The main point I gathered from the wikipedia article was that god was not completely omnipotent, but did exert a continuous action (process) on the world toward a better state.
> You raised a point about emotion. As you are probably aware, in the West, we generally take a dim view of emotion, seeing it as something wholly
One of my reservations in responding was a certainty that I’d get caught out on one or more points, and I was right. I dismissed emotion on stereotype, without any further reflection on what it was and how that might apply.
> that bridges the gap between the “out there” and the “in here.” Our experience
If I follow you, emotion is the first level of mental processing, one step beyond raw sensory perception. Would you then hold that god has some immediate reaction to the changing state of the world, which would be his changing affective states?
>but we do feel it do so. So, if principles are to have any real meaning, they must be rooted in some more primal, affective level of experience.
A principle, in so far as we understand it, is a human invention which arises from human experience. Sort of what happens when the higher mental processes get ahold of things and try to make sense of them. If emotion is the shape of experience, this makes sense.

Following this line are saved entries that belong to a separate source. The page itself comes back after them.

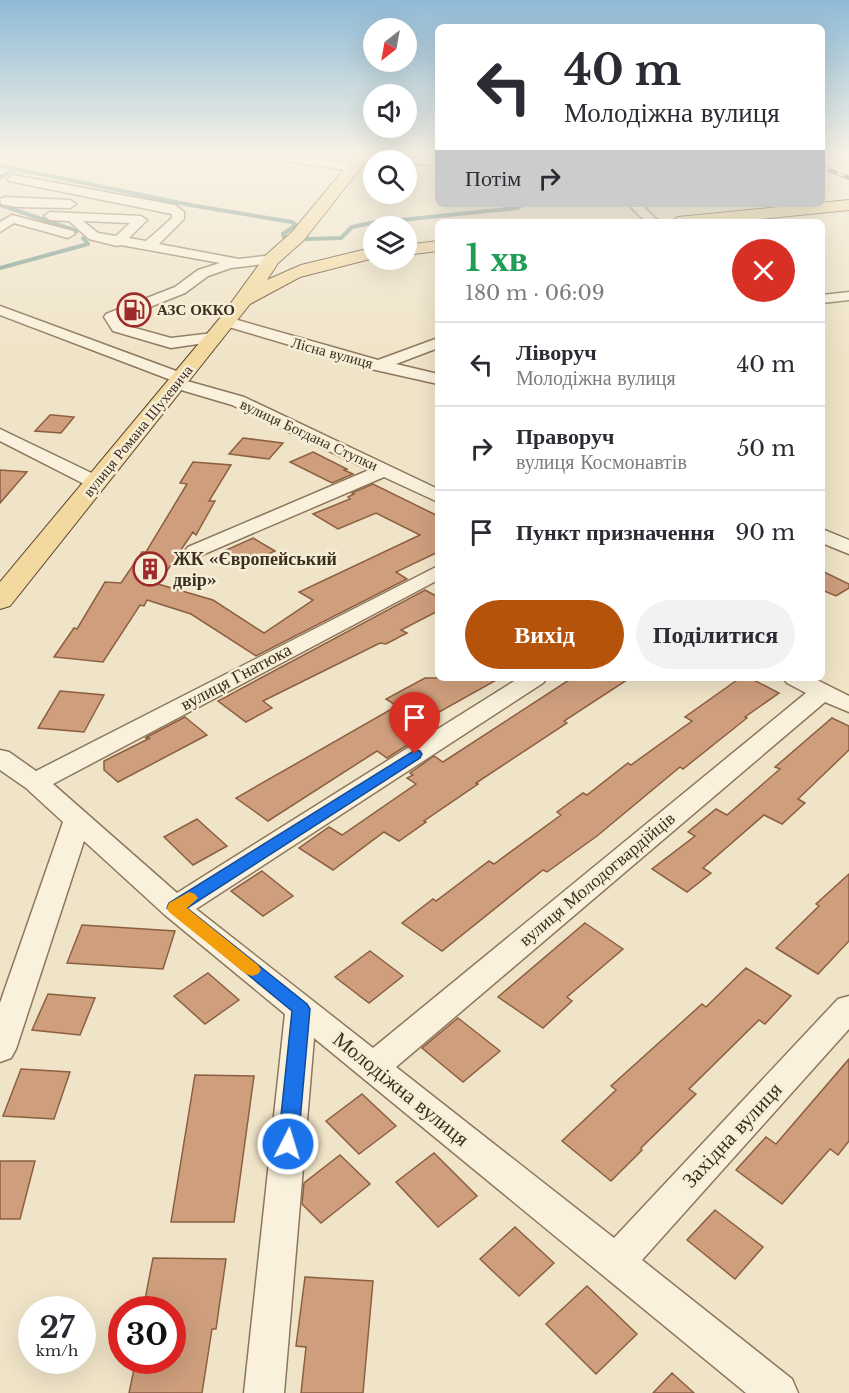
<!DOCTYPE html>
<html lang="uk">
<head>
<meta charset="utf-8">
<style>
	:root { --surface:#fff; --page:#f2f2f3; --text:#2b2b33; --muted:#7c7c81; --line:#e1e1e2; --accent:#b45309 }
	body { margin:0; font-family:"Libre Baskerville",serif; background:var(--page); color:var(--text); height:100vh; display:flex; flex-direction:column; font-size:22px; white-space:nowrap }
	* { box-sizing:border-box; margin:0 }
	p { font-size:20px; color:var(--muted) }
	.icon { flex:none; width:33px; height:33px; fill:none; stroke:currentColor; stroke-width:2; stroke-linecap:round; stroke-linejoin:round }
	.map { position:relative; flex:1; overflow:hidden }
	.side { position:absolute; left:435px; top:219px; width:390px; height:462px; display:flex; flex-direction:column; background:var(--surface); border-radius:9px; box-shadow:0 6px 24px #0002 }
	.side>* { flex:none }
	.guide { position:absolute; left:435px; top:24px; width:390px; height:183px; border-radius:9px; box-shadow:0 6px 24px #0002; background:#fff; color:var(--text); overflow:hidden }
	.needle { width:39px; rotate:211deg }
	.controls { position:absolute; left:363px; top:18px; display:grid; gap:12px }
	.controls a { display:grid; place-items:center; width:54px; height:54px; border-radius:50%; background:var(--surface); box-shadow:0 6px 24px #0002; font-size:30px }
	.speed { position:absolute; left:18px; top:1296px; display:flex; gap:12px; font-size:30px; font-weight:700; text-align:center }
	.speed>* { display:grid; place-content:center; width:78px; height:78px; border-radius:50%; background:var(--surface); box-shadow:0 6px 24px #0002; line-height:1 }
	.speed small { font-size:15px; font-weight:400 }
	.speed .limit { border:9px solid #d22; background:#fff; color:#111 }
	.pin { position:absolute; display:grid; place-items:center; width:51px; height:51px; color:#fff; margin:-62px -26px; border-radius:50% 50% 50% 0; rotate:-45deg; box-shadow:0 0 6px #0007 }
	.pin .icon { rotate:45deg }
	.me { position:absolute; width:66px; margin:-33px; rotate:5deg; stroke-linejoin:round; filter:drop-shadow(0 0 4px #0008) }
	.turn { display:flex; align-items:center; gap:21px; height:126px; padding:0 30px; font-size:27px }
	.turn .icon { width:78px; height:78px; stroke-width:2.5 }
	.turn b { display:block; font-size:42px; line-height:51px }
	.then { display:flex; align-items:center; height:57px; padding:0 30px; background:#0003; gap:12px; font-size:22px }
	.round { display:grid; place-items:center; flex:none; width:63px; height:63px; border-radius:32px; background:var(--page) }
	.headline { display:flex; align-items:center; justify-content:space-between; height:102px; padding:0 30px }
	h1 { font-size:36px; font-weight:600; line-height:45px; color:#1e9e55 }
	.button { display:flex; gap:12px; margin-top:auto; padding:12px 30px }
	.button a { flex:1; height:69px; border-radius:36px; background:var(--accent); color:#fff; font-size:24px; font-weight:600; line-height:69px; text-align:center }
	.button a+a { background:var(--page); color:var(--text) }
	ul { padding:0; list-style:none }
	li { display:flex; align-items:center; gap:18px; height:84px; padding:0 30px; border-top:2px solid var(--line) }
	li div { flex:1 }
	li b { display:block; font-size:22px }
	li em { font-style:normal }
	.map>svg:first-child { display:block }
</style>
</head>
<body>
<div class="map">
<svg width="849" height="1393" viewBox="0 0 849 1393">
	<rect width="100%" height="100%" fill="#f0e4c8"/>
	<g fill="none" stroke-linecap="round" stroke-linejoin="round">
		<path stroke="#6f938a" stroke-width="4" d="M0 166 16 169 0 177
			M16 169 190 205 292 222 296 225 283 234 284 237 292 238
			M0 205 77 231
			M306 239 341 238 352 227 371 223 517 208 524 204
			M0 268 88 244 83 238"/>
	</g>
	<path fill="#cf9f7d" stroke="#8d5f41" stroke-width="1.5" d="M50 415H53L74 417 61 433 35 431Z
		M243 438 283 443 269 459 229 454Z
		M313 452 347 469 344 470 353 474 332 483 290 462Z
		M193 462 231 465 209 501H215L196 535 193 532 158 584 213 600 264 633 313 600 299 592 420 535 376 513 338 529 313 514 350 499 348 497 354 494 352 493 373 484 438 516V552L396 572 407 579 256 656 191 614 147 600 144 606 140 605 103 662 54 657 74 628 77 629 105 582 121 583 142 552H146L187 484 180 483Z
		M0 470 27 472 0 503Z
		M253 538 275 551 246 564 224 551Z
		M822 571 849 584V588L836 596 822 590Z
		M425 590 438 597V611L401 630 407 633 386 644 380 643 263 701 272 708 246 722 218 701Z
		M425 678H500L405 731 413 737 408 740 412 742 387 758 377 751 268 821 236 798 397 706 386 699Z
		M572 678H630L564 721 567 723 476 783 478 784 424 821 426 822 399 841 384 832 333 870 299 848 329 827 342 835 416 784 407 778 413 775 410 773 434 756 443 762Z
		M740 678H750L779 693 745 717 747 718 683 769 680 767 597 836 547 872 543 870 442 951 402 923 433 899 436 901 489 861 494 864 561 815 557 812 583 793 587 795 628 763 631 765 692 721 685 717Z
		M60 691 104 695 84 732 38 728Z
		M185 717 207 735 118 782 104 770V761L150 738H145Z
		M832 718 849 726V750L798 799 805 803 782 824 764 815 703 868 711 873 687 892 652 869 695 836 688 832 716 809 727 815 780 769 775 767Z
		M197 819 227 846 193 865 164 837Z
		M262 871 293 896 263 916 231 891Z
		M849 874V941L818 974 776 948 819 906 816 904Z
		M585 923 623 949 567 997 572 1001 543 1028 498 997Z
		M82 925 175 931 163 969 67 963Z
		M370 951 403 976 369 1003 335 977Z
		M746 968 791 996 765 1024 759 1020 689 1089 696 1094 641 1148 642 1150 611 1181 562 1141 616 1090 611 1086 702 1004 706 1007Z
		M208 973 239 1000 205 1024 174 996Z
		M48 994 95 998 80 1035 32 1030Z
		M458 1018 500 1051 463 1082 422 1048Z
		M849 1059V1141L838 1155 830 1149 782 1204 736 1170 766 1137 776 1144Z
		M21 1069 70 1072 54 1119 3 1116Z
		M195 1075 254 1076 234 1222H171Z
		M362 1094 396 1126 359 1154 326 1121Z
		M434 1153 477 1196 438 1227 396 1182Z
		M340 1155 370 1184 321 1223 302 1204 304 1183Z
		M0 1161H35L20 1219H0Z
		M715 1210 763 1247 735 1279 687 1240Z
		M515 1227 554 1263 519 1296 480 1259Z
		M153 1258 226 1259 216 1329H212L202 1393H129L136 1360H172V1310H143Z
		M305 1277 373 1281 363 1393H301L306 1347 296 1346Z
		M587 1286 637 1334 596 1374 546 1324Z
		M672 1373 694 1393H653Z"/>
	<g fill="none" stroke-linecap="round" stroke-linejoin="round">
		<defs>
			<path id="minor" d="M264 156H294L354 165 360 168 354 171 270 159Z
				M357 156 438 159V165L406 163V160H362L358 159Z
				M13 175 175 205 184 212V219L159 244 239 259 272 255 279 259 272 263 231 268 208 276 185 293 120 319 124 325 171 338 213 333 221 338 218 341 171 348 113 331 104 317 106 314 175 287 198 270 220 263 121 245 117 246 89 239 69 221 50 220 44 216 50 212 141 216 147 220 129 238 146 241 172 218V214L9 181 7 179ZM83 221 130 223 116 236 98 233Z
				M5 197 70 200 76 204 70 208 17 207 1 204 0 199Z
				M633 204H649L645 208 659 222H646L631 207Z
				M12 215 73 231 75 234 68 238 14 223 0 232V222Z
				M849 292V300L822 303V295Z
				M0 306 187 375 189 378 187 381 244 397 438 489V502L384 477 202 555 195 557 188 555 185 551 188 547 369 470 232 405 171 387 169 383 171 380 0 315Z
				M227 317 378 360 438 338V348L396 364 438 374V384L371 369 222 325 219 322Z
				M0 429 104 479 106 483 104 487H90L0 441Z
				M822 529 849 540V554L822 543Z
				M438 566V580L53 784 177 893 519 678H547L543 683 196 909 373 1048 806 693 787 683 783 678H813L849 696V712L825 702 396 1067 614 1238 838 999 849 996V1029L642 1260 792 1379 798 1393H746L314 1038 284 1393H244L285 1014 165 915 84 841 16 1049 11 1058 0 1062V1003L63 822 26 788 0 770V750L9 752 36 771Z"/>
			<path id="major" d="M355 156H370L304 240 278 263 267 280 301 265 371 248H374V258L300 277 250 304 10 606 0 609V582L220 318 266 255 292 232Z
				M849 200V210L728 222H670L678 217Z
				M438 241V251L406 255V245Z"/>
		</defs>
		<use href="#minor" stroke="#8d765c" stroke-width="3"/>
		<use href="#major" stroke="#5b4430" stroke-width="2"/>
		<use href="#minor" fill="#faf1dc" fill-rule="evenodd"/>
		<use href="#major" fill="#f3d9a0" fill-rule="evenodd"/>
		<defs>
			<path id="rail" d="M822 167 849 178"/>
		</defs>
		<use href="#rail" stroke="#3d2e20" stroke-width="4"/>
		<use href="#rail" stroke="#f7eed8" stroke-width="2" stroke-dasharray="8" stroke-linecap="butt"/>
	</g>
	<linearGradient id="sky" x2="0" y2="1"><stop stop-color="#8fbad6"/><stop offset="0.44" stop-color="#f8f3e6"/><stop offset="1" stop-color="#f8f3e6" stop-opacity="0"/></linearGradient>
	<rect width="849" height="351" fill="url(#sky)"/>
	<path fill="#1a73e8" stroke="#114b97" stroke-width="1.5" d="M415 750 420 751 422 754 420 758 187 908 307 1004 310 1009 298 1144 295 1150 288 1153 281 1150 278 1144 292 1011 167 908 169 903Z"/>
	<path fill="#f59e0b" d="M189 892 195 894 198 898 187 908 258 965 261 970 258 974 252 976 246 974 169 912 167 908 169 903Z"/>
	<defs>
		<symbol id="fuel-ring" viewBox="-11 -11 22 22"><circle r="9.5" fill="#f7eed8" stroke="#9e2a2b" stroke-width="1.5"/><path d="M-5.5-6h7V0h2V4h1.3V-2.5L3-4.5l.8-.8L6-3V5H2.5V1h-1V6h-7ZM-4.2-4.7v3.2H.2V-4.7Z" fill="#9e2a2b"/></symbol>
		<symbol id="building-ring" viewBox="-11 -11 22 22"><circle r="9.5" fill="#f7eed8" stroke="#9e2a2b" stroke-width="1.5"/><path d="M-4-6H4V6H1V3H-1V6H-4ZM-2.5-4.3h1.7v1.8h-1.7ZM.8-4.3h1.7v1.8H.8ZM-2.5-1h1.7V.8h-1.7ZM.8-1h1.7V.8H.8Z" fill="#9e2a2b"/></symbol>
	</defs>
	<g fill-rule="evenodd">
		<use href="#fuel-ring" x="115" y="291" width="38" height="38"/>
		<use href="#building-ring" x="131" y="550" width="38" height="38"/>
	</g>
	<g text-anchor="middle" stroke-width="5" stroke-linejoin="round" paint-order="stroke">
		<g font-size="15" font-weight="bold" fill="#3d2e20" stroke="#f7eed8" text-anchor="start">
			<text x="157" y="315">АЗС ОККО</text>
		</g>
		<g font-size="15" fill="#3d2e20" stroke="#f7eed8">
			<text transform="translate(332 353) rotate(15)" y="5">Лісна вулиця</text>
			<text transform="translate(138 431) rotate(-51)" y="5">вулиця Романа Шухевича</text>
			<text transform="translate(309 435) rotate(25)" y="5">вулиця Богдана Ступки</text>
		</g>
		<g font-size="18" font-weight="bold" fill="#3d2e20" stroke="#f7eed8" text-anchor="start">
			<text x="173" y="565">ЖК «Європейський<tspan x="173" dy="21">двір»</tspan></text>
		</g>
		<g font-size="18" fill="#3d2e20" stroke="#f7eed8">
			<text transform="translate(236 677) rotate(-28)" y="6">вулиця Гнатюка</text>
			<text transform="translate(597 879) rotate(-40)" y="6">вулиця Молодогвардійців</text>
		</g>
		<g font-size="21" fill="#3d2e20" stroke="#f7eed8">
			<text transform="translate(401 1089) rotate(39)" y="7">Молодіжна вулиця</text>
			<text transform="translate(732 1135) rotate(-47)" y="7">Західна вулиця</text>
		</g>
	</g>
</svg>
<div class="controls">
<a><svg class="needle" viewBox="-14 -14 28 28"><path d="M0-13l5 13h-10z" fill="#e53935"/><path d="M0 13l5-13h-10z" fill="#7c7c81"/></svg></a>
<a><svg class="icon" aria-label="sound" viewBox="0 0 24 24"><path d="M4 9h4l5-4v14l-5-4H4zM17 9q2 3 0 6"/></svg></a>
<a><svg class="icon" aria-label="search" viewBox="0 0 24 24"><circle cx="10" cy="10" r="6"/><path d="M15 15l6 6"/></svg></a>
<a><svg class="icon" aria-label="layers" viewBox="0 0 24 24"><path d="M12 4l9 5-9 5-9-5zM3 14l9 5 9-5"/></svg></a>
</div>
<div class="speed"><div>27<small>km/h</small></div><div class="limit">30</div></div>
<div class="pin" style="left:415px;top:754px;background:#d93025"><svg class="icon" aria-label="arrive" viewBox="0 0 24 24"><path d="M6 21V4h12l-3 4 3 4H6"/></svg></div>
<svg class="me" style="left:288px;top:1144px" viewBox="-20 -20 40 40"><circle r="17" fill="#1a73e8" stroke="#fff" stroke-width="3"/><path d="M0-11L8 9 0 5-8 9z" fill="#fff"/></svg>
<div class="guide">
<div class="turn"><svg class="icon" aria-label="left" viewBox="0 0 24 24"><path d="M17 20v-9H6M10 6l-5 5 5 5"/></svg><div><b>40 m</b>Молодіжна вулиця</div></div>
<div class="then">Потім<svg class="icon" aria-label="right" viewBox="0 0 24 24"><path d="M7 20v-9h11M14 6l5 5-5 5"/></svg></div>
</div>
<section class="side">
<div class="headline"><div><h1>1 хв</h1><p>180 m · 06:09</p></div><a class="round" style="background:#d93025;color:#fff"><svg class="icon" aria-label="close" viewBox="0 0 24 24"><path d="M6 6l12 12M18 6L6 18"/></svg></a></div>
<ul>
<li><svg class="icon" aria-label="left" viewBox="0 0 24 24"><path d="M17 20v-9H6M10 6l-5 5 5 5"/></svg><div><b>Ліворуч</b><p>Молодіжна вулиця</p></div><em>40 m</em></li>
<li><svg class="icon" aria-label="right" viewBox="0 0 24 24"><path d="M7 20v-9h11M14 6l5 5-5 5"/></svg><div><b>Праворуч</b><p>вулиця Космонавтів</p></div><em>50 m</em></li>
<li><svg class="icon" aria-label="arrive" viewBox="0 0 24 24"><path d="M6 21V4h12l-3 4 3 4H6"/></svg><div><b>Пункт призначення</b></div><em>90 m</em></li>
</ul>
<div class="button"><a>Вихід</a><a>Поділитися</a></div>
</section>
</div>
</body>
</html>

> I think that principles have meaning because they point to a consistency in
Meaning that while emotions may have an uncertainty about them, repeatability over time and space points to something ‘real’?
> the universe. Everything is a synthesis of both consistency and change.
So there is a sort of momentum or gravity that pulls on some changing position or state, which is also moved by other forces.
> meaningfulness. However, in a way, that is a proof. We all seek and need
Is this at all close to your philosophy?: “Humanity, through experience, comes to recognize certain principles of the world: gravity, solid/liquid/gas, life, etc. We generally consider these things to be ‘real’ because they accord with our experience. Humanity also tends to create god(s), and by the same reasoning, this points to something ‘real’”
> God must be alike and yet different from us, knowable and also unknowable, mysterious.
This seems to be an argument for why we describe god the way we do. It only takes on the force of reality in combination with the previous argument, that what we create must be a glimpse of deeper reality.
> God’s feelings into ourselves. It is precisely because of this experience,
Would you consider god the source of the subjectivity that humanity perceives in emotions?
> You are correct. I am viewing God as a personal being, a single, individual personality which is a synthesis of al personalities in the universe. To me, anything less than that, viewing God as, say, just as impersonal principle, depersonalizes and dehumanizes us.
Would it be at all accurate to say “If god is the sum of the whole universe, he cannot be less than any of the component parts. Therefore, if we are personal beings, god is (at least) a personal being.”?